Dedicated Thread Pools/Bulkheads
Another important design decision is to have separate dedicated thread pools for different tasks or for connecting to different microservices. Consider a scenario where, in your application flow, you need to connect to five different microservices using REST over HTTP. You are also using a library to use the common thread pool for maintaining these connections. If for some reason, one of the five services starts misbehaving by responding slow, then all your pool members will be exhausted, while waiting for the response from this service. To minimize the impact, it is always a good practice to have dedicated pool for individual service. This can minimize the impact caused by a misbehaving service, thus allowing your application to continue with other parts of the execution path.
This pattern is commonly known as Bulkheads. The following figure depicts a sample scenario of implementing bulkhead. On the left-hand side, Microservice A, which is calling both microservice X and microservice Y, is using a single common pool to connect to these microservices. If either one of service X or service Y is misbehaving, this can impact the overall behavior of the flow as connection pool is common. If instead bulkhead is implemented, as shown in the right side of the figure, even if say microservice X is misbehaving, pool for X will be impacted. The application can continue to offer functionality which depends on microservice Y.

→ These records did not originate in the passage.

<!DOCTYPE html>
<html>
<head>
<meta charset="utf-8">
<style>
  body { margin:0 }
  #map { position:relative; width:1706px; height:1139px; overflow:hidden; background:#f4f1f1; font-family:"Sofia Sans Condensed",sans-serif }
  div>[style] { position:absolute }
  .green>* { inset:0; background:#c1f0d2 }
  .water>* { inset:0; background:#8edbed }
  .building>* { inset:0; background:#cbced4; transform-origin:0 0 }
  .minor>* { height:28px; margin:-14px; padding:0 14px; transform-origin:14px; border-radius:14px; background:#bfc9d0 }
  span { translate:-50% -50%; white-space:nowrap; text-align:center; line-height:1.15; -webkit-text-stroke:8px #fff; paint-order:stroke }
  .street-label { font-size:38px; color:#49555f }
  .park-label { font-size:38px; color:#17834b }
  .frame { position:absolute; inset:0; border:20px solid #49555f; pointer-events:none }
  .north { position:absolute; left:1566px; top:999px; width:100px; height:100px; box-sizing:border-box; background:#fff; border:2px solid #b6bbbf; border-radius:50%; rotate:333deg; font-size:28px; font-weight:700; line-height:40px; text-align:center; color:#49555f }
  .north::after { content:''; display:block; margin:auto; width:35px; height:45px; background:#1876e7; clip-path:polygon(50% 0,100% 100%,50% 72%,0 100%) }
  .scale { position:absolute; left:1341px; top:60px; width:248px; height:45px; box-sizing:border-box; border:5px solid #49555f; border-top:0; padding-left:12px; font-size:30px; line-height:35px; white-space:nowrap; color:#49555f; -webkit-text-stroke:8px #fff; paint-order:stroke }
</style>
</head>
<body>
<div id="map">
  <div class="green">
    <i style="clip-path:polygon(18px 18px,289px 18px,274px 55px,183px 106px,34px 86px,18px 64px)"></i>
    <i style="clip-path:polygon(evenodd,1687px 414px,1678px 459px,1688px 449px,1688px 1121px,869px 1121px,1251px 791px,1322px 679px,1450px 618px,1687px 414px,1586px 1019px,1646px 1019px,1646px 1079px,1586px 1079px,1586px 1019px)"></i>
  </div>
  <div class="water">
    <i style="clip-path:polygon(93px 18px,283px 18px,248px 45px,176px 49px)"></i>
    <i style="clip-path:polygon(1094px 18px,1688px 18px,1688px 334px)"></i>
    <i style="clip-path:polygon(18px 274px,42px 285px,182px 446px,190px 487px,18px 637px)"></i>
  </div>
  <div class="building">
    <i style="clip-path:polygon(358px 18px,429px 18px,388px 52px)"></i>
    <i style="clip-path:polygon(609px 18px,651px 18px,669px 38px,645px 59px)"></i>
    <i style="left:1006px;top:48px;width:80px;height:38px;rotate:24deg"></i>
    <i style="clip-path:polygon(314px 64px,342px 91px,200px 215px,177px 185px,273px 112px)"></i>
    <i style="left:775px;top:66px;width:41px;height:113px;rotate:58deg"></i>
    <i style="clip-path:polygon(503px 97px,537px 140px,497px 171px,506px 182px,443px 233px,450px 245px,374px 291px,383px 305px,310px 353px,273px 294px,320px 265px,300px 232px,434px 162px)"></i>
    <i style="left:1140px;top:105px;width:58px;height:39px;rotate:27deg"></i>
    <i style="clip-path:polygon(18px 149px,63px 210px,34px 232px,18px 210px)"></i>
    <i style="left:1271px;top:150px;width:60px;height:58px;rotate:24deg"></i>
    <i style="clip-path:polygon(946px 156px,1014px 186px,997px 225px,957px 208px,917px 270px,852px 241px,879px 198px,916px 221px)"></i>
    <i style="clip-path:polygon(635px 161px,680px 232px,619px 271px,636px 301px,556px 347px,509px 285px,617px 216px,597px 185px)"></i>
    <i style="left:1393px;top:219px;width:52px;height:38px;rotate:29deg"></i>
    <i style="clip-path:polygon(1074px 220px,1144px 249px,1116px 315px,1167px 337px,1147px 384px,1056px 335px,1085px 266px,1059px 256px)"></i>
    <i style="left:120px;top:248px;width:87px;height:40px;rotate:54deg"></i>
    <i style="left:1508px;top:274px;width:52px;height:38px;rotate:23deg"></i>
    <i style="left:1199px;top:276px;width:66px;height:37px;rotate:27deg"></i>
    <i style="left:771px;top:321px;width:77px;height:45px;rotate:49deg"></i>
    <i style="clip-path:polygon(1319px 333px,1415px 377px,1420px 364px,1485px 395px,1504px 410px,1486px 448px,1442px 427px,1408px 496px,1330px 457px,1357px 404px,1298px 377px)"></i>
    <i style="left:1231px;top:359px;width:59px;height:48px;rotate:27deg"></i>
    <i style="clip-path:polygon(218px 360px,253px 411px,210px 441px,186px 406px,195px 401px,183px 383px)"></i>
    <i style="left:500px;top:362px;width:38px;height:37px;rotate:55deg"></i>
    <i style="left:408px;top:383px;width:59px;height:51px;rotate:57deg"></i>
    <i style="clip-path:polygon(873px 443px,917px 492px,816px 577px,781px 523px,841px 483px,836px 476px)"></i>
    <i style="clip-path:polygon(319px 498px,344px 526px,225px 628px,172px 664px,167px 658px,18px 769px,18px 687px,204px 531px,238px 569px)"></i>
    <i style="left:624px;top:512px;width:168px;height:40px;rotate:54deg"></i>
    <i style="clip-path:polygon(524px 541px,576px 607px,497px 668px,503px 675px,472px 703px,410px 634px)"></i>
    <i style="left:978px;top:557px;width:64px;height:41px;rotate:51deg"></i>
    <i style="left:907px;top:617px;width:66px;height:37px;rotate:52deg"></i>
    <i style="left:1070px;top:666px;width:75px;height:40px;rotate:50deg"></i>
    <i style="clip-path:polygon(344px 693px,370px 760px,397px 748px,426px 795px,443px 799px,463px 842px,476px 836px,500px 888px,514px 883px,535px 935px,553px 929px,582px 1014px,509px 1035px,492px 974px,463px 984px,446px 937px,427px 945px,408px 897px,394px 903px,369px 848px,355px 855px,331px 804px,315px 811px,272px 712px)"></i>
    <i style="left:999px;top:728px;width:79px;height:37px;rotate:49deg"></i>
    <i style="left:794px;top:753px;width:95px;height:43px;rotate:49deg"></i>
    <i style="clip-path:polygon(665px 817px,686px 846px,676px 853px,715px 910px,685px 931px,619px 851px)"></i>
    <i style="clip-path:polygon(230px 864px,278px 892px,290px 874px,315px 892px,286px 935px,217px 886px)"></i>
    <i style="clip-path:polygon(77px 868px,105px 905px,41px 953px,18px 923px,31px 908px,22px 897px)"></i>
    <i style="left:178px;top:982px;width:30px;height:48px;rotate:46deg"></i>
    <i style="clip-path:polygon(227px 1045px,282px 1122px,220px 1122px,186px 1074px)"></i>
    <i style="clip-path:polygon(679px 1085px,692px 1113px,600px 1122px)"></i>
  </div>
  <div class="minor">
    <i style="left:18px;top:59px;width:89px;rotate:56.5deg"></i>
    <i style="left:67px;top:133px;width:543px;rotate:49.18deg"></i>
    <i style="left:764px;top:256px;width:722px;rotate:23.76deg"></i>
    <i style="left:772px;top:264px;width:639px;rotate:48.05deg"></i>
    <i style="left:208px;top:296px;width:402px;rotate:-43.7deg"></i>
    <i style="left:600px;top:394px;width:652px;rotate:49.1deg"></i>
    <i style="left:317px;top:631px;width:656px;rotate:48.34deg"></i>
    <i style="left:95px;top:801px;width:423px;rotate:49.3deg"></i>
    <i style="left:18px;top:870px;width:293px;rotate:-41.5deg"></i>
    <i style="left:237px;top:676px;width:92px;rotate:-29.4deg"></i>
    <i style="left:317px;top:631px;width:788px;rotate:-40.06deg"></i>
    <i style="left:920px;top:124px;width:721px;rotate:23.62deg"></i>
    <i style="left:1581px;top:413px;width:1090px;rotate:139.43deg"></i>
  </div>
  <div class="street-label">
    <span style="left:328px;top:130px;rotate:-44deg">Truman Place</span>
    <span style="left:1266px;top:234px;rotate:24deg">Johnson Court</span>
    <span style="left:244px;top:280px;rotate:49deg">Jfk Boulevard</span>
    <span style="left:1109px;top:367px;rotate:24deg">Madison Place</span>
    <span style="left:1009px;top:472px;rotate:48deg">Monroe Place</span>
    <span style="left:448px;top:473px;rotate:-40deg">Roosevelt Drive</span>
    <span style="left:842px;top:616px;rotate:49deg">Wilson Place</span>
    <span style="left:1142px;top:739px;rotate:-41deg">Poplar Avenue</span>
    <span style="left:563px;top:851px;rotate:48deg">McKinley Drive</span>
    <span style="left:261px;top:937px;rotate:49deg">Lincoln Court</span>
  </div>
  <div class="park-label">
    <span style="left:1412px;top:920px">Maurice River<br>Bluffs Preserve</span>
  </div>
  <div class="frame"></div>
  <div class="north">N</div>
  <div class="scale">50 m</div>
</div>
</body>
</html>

Circuit Breaker is a design pattern, which is used to minimize the impact of any of the downstream being not accessible or down (due to planned or unplanned outages).Circuit breakers are used to check the availability of external systems/services, and in case these are down, an application can be prevented from sending requests to these external systems. This act as a safety measure, on top of timeouts/bulkheads, where one may not want to even wait for the period specified by timeout. If a downstream system is down, it is of no use to wait for the TIMEOUT period for each request, and then getting a response of timeout exception. Instead, requests should not even try to connect to these systems, during the time, when these are down.
Circuit breakers can have built in logic to perform the necessary health check of external systems, and start forwarding the requests, once these systems are up and working fine.
Most of the performance issues related to integrations can be avoided by decoupling the communications between microservices. Asynchronous integration approach provides one such mechanism to achieve this decoupling. Take a look at the design of your microservices-based system, and give it a serious thought if you see the point to point integration between two microservices.
Any standard message broker systems can be used to provide publish-subscribe capabilities.
In this paper, we talked about some of the performance challenges, which are faced, while integrating microservices-based systems. It also presented some patterns which can be used to designing systems, to avoid these performance issues. We discussed throttling, timeout, bulkheads and circuit breaker patterns. Apart from these, asynchronous integration approach is also discussed.
In a nutshell, asynchronous integration should be preferred, wherever possible. Other patterns, should be used in integration scenarios, to avoid the ripple/cascading side effect of a misbehaving downstream system.